Ronald M. Brooke v. Commissioner., United States Tax Court - Memorandum Decision, T.C. Memo. 2000-194, Docket No. 15401-97., Filed June 28, 2000


Ronald M. Brooke v. Commissioner.

United States Tax Court - Memorandum Decision

T.C. Memo. 2000-194

Docket No. 15401-97.

Filed June 28, 2000.

Ronald M. Brooke, pro se. Stephen R. Takeuchi and Robert S. Bloink, for the respondent.


GERBER, Judge. Respondent determined a deficiency in petitioner's 1992 Federal income tax of $12,186, a penalty pursuant to section 6662(a) 1 of $2,437.20, and a late-filing addition pursuant to section 6651(a)(1) of $3,046.50. The primary issues for our consideration are whether petitioner is subject to the alternative minimum tax (AMT), and whether he was negligent when he failed to calculate the AMT on his 1992 Federal income tax return. Petitioner also challenges the late-filing penalty determined by respondent.

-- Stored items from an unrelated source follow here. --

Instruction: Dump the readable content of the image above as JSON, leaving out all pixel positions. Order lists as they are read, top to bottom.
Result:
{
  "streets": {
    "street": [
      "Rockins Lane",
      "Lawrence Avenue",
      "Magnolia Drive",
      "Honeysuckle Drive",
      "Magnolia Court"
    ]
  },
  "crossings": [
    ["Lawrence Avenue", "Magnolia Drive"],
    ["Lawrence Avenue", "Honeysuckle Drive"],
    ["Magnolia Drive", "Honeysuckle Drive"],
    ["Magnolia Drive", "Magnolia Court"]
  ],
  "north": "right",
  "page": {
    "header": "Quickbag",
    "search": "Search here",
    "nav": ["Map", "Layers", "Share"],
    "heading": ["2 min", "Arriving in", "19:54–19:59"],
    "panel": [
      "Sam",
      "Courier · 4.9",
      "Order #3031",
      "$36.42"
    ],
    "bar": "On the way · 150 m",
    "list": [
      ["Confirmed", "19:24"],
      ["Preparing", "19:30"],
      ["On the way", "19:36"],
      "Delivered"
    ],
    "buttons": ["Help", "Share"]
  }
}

1 Unless otherwise stated, all section references are to the Internal Revenue Code in effect for the taxable year in issue.

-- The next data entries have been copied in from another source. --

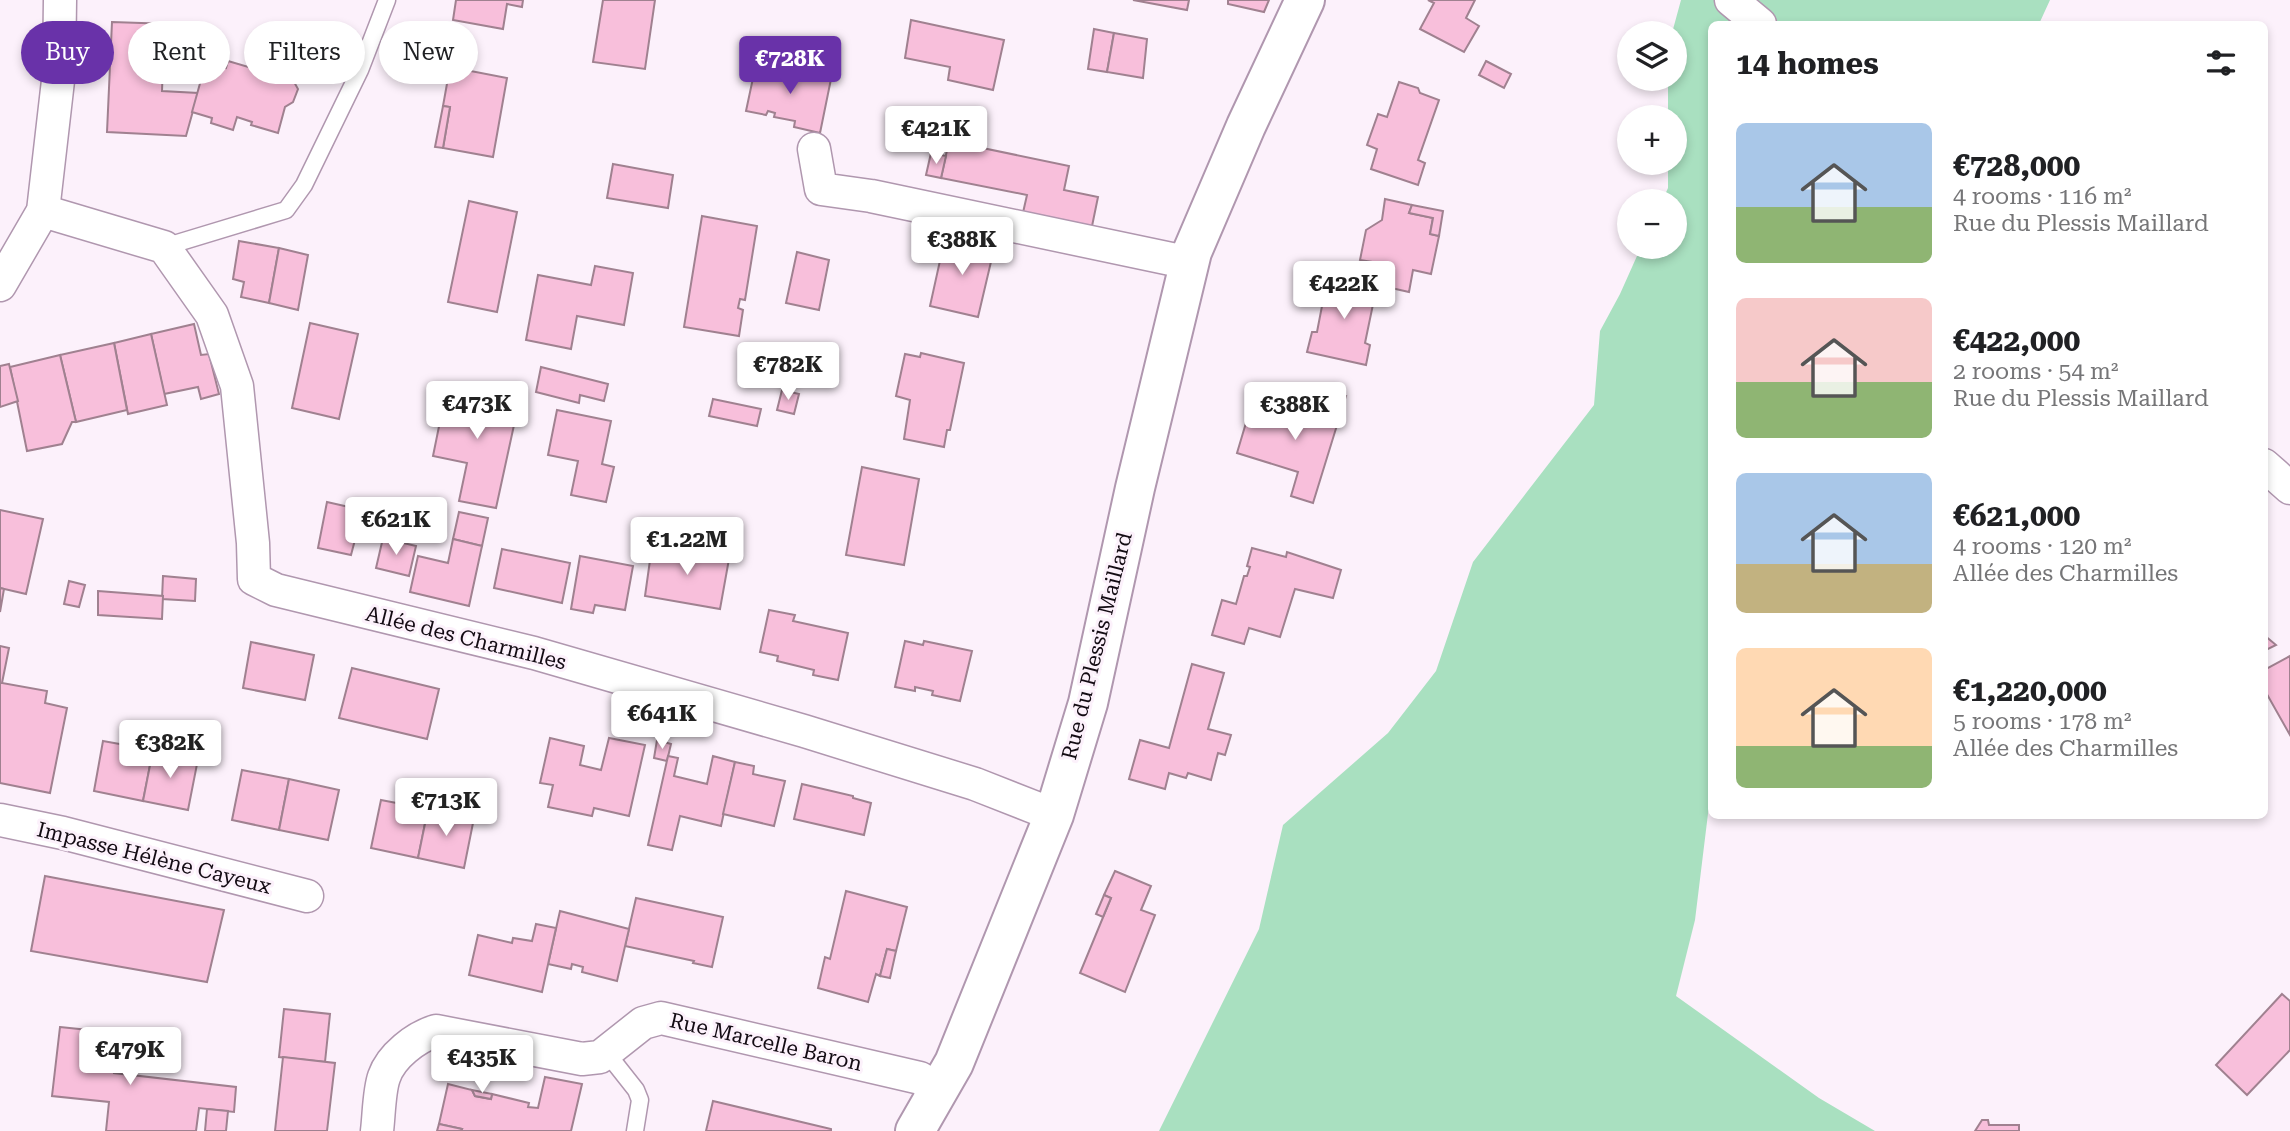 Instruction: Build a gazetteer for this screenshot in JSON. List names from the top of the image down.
{
  "streets": {
    "street": [
      "Allée des Charmilles",
      "Rue du Plessis Maillard",
      "Impasse Hélène Cayeux",
      "Rue Marcelle Baron"
    ]
  },
  "crossings": [
    ["Allée des Charmilles", "Rue du Plessis Maillard"],
    ["Rue du Plessis Maillard", "Rue Marcelle Baron"]
  ],
  "page": {
    "map_buttons": ["+", "−"],
    "chip": [
      "Buy",
      "Rent",
      "Filters",
      "New"
    ],
    "heading": "14 homes",
    "price": [
      "€728K",
      "€421K",
      "€388K",
      "€422K",
      "€782K",
      "€473K",
      "€388K",
      "€621K",
      "€1.22M",
      "€641K",
      "€382K",
      "€713K",
      "€479K",
      "€435K"
    ],
    "list": [
      {
        "name": "€728,000",
        "note": "4 rooms · 116 m² · Rue du Plessis Maillard"
      },
      {
        "name": "€422,000",
        "note": "2 rooms · 54 m² · Rue du Plessis Maillard"
      },
      {
        "name": "€621,000",
        "note": "4 rooms · 120 m² · Allée des Charmilles"
      },
      {
        "name": "€1,220,000",
        "note": "5 rooms · 178 m² · Allée des Charmilles"
      }
    ]
  }
} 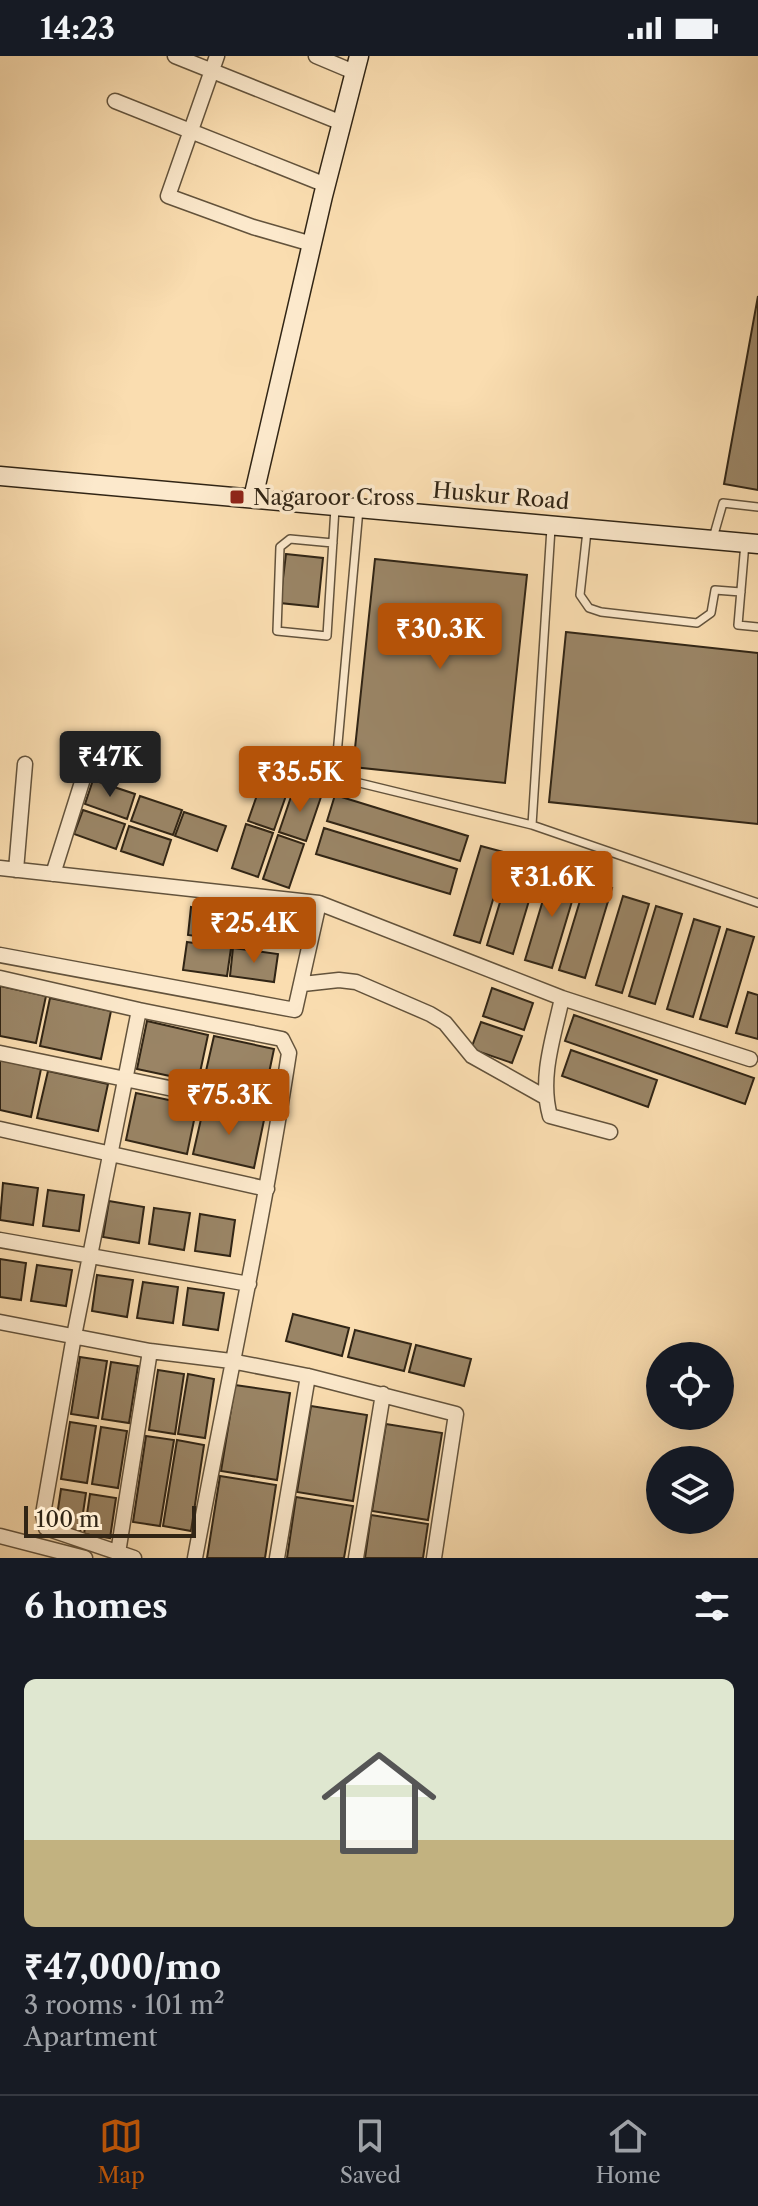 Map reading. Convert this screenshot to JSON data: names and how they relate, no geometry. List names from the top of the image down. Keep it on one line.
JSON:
{"streets":{"street":["Huskur Road"]},"places":{"transit":["Nagaroor Cross"]},"scale_bar":"100 m","page":{"status":"14:23","price":["₹30.3K","₹47K","₹35.5K","₹31.6K","₹25.4K","₹75.3K"],"scale":"100 m","heading":"6 homes","list":[{"name":"₹47,000/mo","note":"3 rooms · 101 m² · Apartment"}],"tabs":["Map","Saved","Home"]}}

The stipulation of facts and the exhibits attached thereto are incorporated herein by this reference.

At the time his petition was filed, petitioner was a U.S. citizen residing in Ludwigshafen, Germany. Petitioner had remained in Germany after retiring from the U.S. Army in 1985. From 1986 to 1992, petitioner owned a business that contracted with the U.S. military in Germany. In 1992, he received $567,331 in income from that business and reported an adjusted gross income of $507,761. Included in that amount was interest income of $1,421 and dividend income of $196, both of which are considered U.S.-source income and were not taxed by the German Government.

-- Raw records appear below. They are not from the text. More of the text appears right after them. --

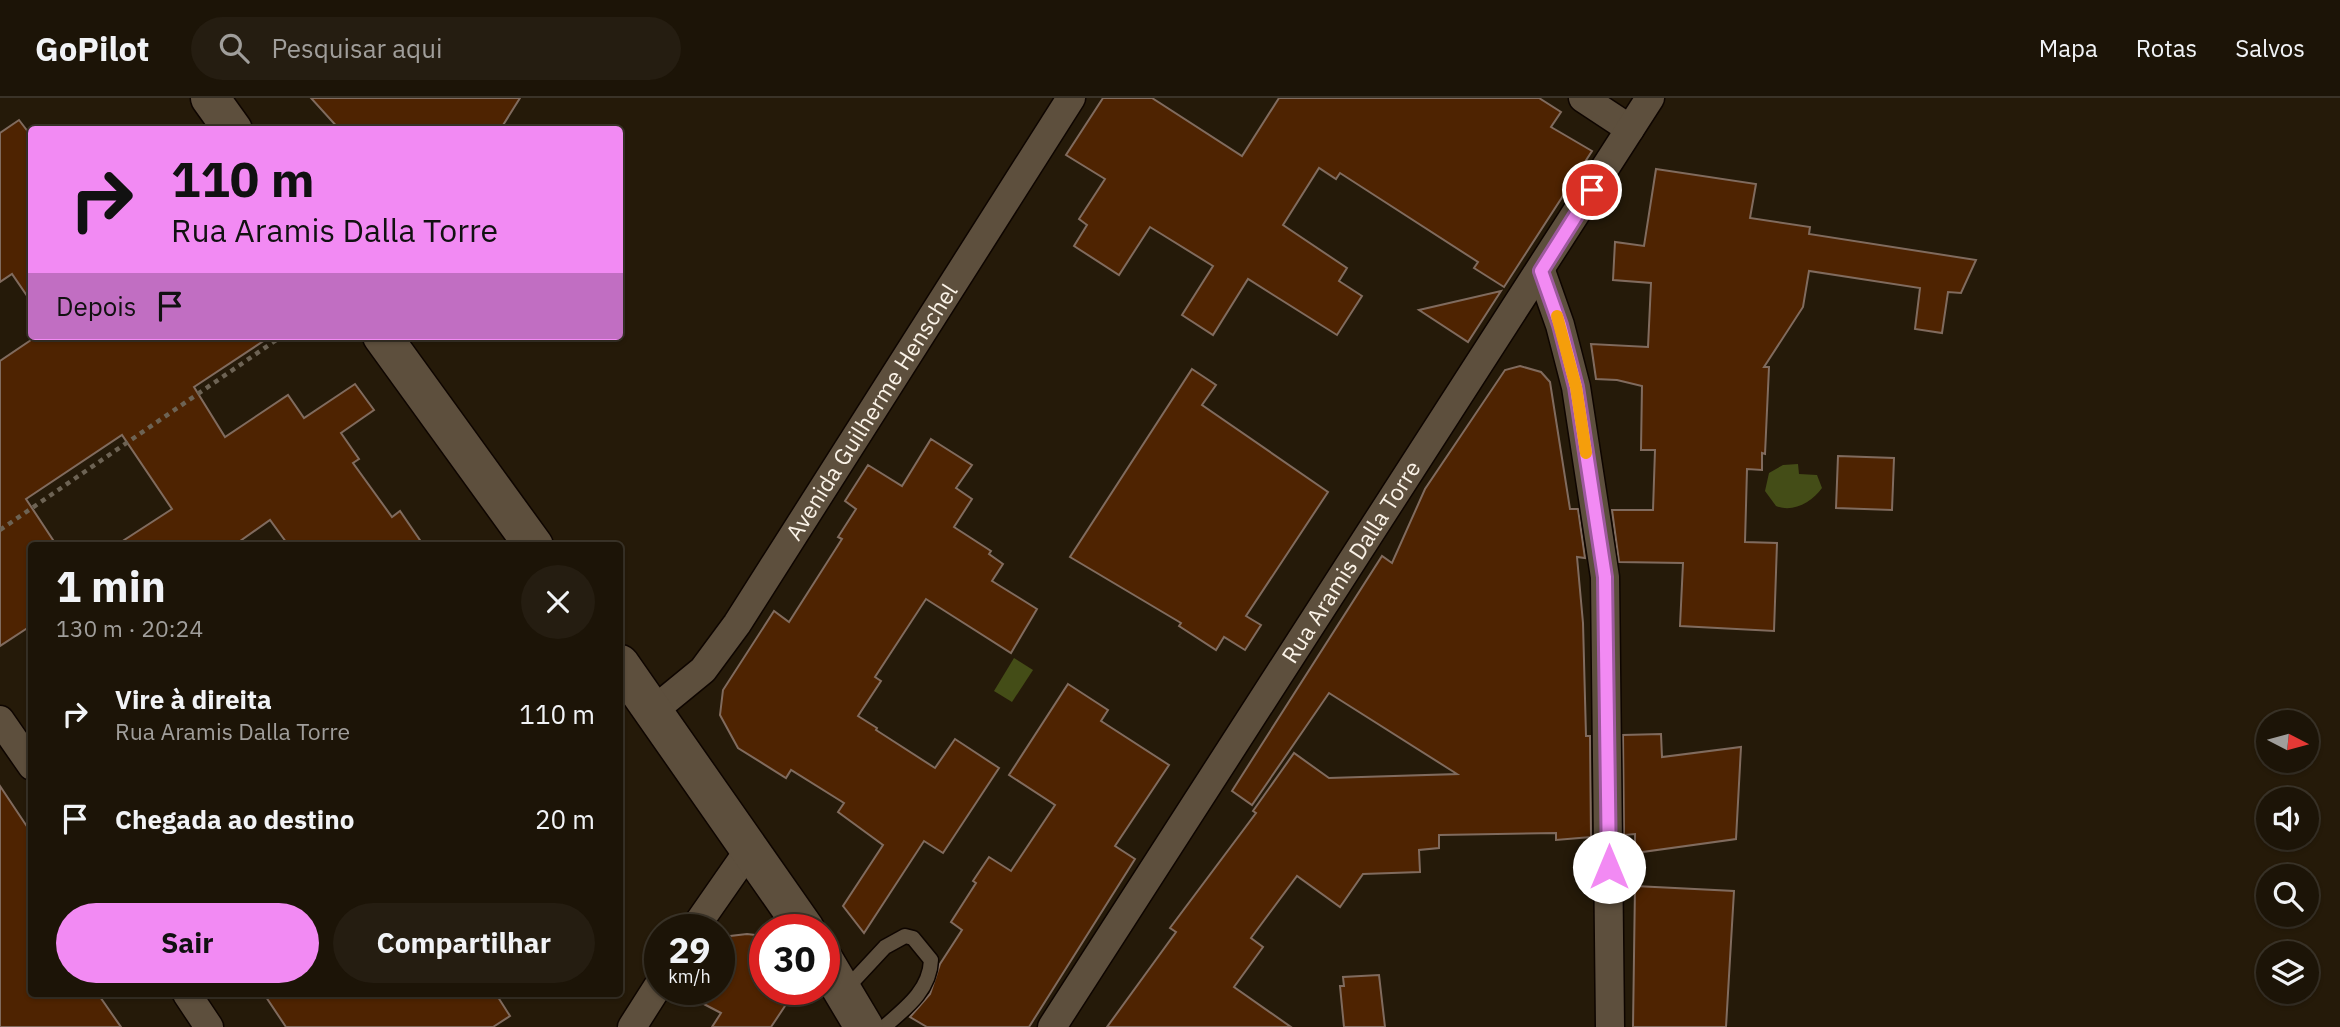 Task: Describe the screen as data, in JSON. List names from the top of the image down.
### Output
{
  "streets": {
    "street": ["Avenida Guilherme Henschel", "Rua Aramis Dalla Torre"]
  },
  "north": "right",
  "page": {
    "header": "GoPilot",
    "search": "Pesquisar aqui",
    "nav": ["Mapa", "Rotas", "Salvos"],
    "turn": ["110 m", "Rua Aramis Dalla Torre"],
    "then": "Depois",
    "heading": ["1 min", "130 m · 20:24"],
    "list": [
      {
        "name": "Vire à direita",
        "note": "Rua Aramis Dalla Torre",
        "value": "110 m"
      },
      {
        "name": "Chegada ao destino",
        "value": "20 m"
      }
    ],
    "buttons": ["Sair", "Compartilhar"],
    "speed": "29 km/h",
    "limit": "30"
  }
}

Petitioner paid 456,738 German marks (DM) for taxes associated with the 1992 taxable year to the German Finanzamt, the sovereign taxing authority of Germany. Using the applicable exchange rate for that time (DM 1.56 to the dollar), that amount equals $292,781. The parties agree that petitioner's U.S. tentative AMT liability for 1992 would have been $121,863 before accounting for the alternative minimum tax foreign tax credit and the alternative minimum tax net operating loss deduction. Petitioner claimed on his U.S. income tax return that the foreign tax credit and net operating loss deduction completely offset any U.S. tax liability he may have had for 1992.

Petitioner's 1992 Federal income tax return was received by respondent on April 15, 1996. Respondent later reviewed petitioner's 1992 return and determined that petitioner had negligently failed to report that he owed the AMT. Respondent determined that petitioner owed $12,186 in income tax after the correct foreign tax credit was applied and a negligence penalty of $2,437.20 for failing to report and pay his AMT. Respondent also determined that petitioner owed a late-filing addition of $3,046.50 because his return was received after the required date for foreign returns.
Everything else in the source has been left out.